Content starts
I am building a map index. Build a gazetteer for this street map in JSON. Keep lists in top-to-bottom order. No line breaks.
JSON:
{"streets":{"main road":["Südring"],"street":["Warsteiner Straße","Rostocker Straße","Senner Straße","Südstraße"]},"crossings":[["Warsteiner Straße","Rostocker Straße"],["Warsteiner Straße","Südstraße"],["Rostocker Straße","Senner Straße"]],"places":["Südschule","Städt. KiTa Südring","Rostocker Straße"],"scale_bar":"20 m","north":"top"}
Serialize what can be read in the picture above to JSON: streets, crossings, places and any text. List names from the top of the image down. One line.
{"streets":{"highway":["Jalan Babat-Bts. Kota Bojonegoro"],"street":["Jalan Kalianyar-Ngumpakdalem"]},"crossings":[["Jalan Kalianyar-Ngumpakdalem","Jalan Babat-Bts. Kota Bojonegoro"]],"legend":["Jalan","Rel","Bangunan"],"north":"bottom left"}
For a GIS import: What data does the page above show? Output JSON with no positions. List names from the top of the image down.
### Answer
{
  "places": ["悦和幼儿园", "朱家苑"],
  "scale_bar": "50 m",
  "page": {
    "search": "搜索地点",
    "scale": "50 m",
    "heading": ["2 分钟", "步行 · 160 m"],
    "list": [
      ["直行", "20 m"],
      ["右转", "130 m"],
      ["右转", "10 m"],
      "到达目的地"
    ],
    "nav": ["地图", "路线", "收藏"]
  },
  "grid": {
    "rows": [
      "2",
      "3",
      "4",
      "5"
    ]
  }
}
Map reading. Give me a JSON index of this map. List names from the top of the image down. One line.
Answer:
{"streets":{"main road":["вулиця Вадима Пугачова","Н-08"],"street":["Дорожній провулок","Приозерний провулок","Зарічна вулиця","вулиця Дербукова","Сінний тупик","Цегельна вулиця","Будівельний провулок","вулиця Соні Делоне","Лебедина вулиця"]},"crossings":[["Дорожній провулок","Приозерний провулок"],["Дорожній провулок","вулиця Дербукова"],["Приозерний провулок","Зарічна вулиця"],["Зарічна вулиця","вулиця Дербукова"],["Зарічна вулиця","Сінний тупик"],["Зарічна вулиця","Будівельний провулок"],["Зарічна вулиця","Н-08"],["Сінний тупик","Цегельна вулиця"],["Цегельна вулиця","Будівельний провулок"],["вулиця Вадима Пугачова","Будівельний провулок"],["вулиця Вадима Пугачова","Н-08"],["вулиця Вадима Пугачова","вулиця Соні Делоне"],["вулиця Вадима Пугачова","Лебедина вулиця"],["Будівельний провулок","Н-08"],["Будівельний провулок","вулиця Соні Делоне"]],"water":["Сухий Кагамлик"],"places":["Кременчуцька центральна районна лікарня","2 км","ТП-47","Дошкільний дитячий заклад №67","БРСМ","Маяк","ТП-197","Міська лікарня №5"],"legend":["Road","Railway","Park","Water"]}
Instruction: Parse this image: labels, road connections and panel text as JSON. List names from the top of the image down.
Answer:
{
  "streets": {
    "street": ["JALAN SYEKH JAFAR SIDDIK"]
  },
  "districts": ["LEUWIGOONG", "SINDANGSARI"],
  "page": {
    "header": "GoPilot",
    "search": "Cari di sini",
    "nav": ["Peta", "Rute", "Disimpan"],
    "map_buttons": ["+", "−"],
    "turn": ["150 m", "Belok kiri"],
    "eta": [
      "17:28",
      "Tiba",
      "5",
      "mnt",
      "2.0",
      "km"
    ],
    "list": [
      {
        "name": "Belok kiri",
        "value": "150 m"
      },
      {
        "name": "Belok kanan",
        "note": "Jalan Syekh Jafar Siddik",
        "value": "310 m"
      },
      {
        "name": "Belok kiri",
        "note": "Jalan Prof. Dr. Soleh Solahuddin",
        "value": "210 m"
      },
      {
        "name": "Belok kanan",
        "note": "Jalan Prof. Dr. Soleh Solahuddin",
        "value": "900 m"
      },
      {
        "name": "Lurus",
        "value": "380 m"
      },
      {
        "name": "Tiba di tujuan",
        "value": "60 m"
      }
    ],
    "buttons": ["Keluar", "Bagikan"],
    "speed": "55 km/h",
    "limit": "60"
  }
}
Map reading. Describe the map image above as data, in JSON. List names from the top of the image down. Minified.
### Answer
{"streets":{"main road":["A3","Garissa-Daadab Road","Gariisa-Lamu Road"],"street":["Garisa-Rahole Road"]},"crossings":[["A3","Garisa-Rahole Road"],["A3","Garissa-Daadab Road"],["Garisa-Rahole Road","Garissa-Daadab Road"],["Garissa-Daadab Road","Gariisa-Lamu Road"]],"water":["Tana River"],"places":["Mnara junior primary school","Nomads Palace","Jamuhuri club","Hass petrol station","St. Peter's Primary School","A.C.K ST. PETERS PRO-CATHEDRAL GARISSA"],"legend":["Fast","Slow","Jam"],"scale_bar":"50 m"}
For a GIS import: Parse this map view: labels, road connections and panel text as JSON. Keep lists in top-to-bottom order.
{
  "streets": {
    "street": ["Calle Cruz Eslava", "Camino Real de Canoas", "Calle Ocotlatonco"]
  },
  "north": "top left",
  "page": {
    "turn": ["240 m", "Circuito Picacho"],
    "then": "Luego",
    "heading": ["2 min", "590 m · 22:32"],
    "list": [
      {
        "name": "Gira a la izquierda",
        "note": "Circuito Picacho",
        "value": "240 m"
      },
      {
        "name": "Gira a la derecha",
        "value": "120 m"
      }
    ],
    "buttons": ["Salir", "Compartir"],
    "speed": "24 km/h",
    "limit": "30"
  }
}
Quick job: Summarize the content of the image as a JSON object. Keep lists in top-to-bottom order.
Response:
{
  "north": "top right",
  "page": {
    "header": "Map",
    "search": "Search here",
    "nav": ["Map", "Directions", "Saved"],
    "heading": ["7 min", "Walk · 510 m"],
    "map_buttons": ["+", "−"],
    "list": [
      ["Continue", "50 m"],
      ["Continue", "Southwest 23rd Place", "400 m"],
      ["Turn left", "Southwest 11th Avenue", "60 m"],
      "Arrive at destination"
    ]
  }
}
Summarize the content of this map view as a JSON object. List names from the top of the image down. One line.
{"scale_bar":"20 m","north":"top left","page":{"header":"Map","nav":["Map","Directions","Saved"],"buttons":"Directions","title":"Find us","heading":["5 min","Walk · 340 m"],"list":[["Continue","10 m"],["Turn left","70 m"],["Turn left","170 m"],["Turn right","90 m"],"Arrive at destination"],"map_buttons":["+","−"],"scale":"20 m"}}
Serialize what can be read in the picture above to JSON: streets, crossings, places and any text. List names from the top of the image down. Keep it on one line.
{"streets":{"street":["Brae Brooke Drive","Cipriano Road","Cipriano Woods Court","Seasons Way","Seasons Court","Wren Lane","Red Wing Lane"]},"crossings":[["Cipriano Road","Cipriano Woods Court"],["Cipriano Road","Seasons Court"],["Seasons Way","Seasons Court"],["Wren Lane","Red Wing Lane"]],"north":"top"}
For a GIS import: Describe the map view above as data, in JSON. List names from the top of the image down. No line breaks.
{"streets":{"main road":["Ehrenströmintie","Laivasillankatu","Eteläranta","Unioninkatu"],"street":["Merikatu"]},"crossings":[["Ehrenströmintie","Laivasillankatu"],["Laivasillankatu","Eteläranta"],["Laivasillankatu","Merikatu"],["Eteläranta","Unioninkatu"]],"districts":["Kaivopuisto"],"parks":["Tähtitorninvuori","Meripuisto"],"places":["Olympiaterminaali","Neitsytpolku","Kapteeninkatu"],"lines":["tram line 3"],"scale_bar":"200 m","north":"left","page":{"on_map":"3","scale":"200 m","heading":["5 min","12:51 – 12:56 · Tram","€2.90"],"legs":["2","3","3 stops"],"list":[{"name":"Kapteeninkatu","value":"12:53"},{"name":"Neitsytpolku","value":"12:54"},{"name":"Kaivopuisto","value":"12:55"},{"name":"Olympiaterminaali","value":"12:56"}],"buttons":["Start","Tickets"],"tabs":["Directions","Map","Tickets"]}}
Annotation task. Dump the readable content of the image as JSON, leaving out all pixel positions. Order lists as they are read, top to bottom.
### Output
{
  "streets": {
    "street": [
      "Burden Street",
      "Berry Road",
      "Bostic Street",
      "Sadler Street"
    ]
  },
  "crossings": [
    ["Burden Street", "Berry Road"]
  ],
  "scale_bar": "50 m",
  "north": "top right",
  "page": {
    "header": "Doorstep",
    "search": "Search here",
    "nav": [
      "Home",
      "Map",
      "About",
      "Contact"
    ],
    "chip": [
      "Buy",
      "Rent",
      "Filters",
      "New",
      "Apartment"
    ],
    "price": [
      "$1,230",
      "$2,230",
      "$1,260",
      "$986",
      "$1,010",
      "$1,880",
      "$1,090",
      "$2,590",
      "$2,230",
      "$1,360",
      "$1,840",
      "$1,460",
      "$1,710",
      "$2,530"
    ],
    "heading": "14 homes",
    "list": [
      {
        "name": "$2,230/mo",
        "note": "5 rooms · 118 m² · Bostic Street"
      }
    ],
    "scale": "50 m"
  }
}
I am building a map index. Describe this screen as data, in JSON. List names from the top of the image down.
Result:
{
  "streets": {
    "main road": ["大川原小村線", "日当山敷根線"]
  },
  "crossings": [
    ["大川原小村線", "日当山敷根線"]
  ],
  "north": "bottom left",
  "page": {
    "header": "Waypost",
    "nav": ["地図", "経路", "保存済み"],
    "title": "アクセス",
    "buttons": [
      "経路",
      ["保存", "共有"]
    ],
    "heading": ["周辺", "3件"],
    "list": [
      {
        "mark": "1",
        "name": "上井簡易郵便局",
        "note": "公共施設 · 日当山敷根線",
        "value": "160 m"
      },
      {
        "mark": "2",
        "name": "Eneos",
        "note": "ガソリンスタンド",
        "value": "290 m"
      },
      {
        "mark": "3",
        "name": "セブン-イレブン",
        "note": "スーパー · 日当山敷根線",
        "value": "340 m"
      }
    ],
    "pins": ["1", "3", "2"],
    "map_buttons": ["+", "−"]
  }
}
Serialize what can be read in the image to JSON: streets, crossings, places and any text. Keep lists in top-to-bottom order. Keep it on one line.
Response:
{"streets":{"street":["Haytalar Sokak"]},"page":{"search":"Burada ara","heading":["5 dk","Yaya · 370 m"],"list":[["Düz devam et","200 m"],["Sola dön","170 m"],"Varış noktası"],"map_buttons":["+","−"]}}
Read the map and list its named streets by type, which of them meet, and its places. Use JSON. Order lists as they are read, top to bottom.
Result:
Content ends
Every line above with the string "reading" in it needs to be copied.

Map reading. Give me a JSON index of this map. List names from the top of the image down. One line.
Map reading. Describe the map image above as data, in JSON. List names from the top of the image down. Minified.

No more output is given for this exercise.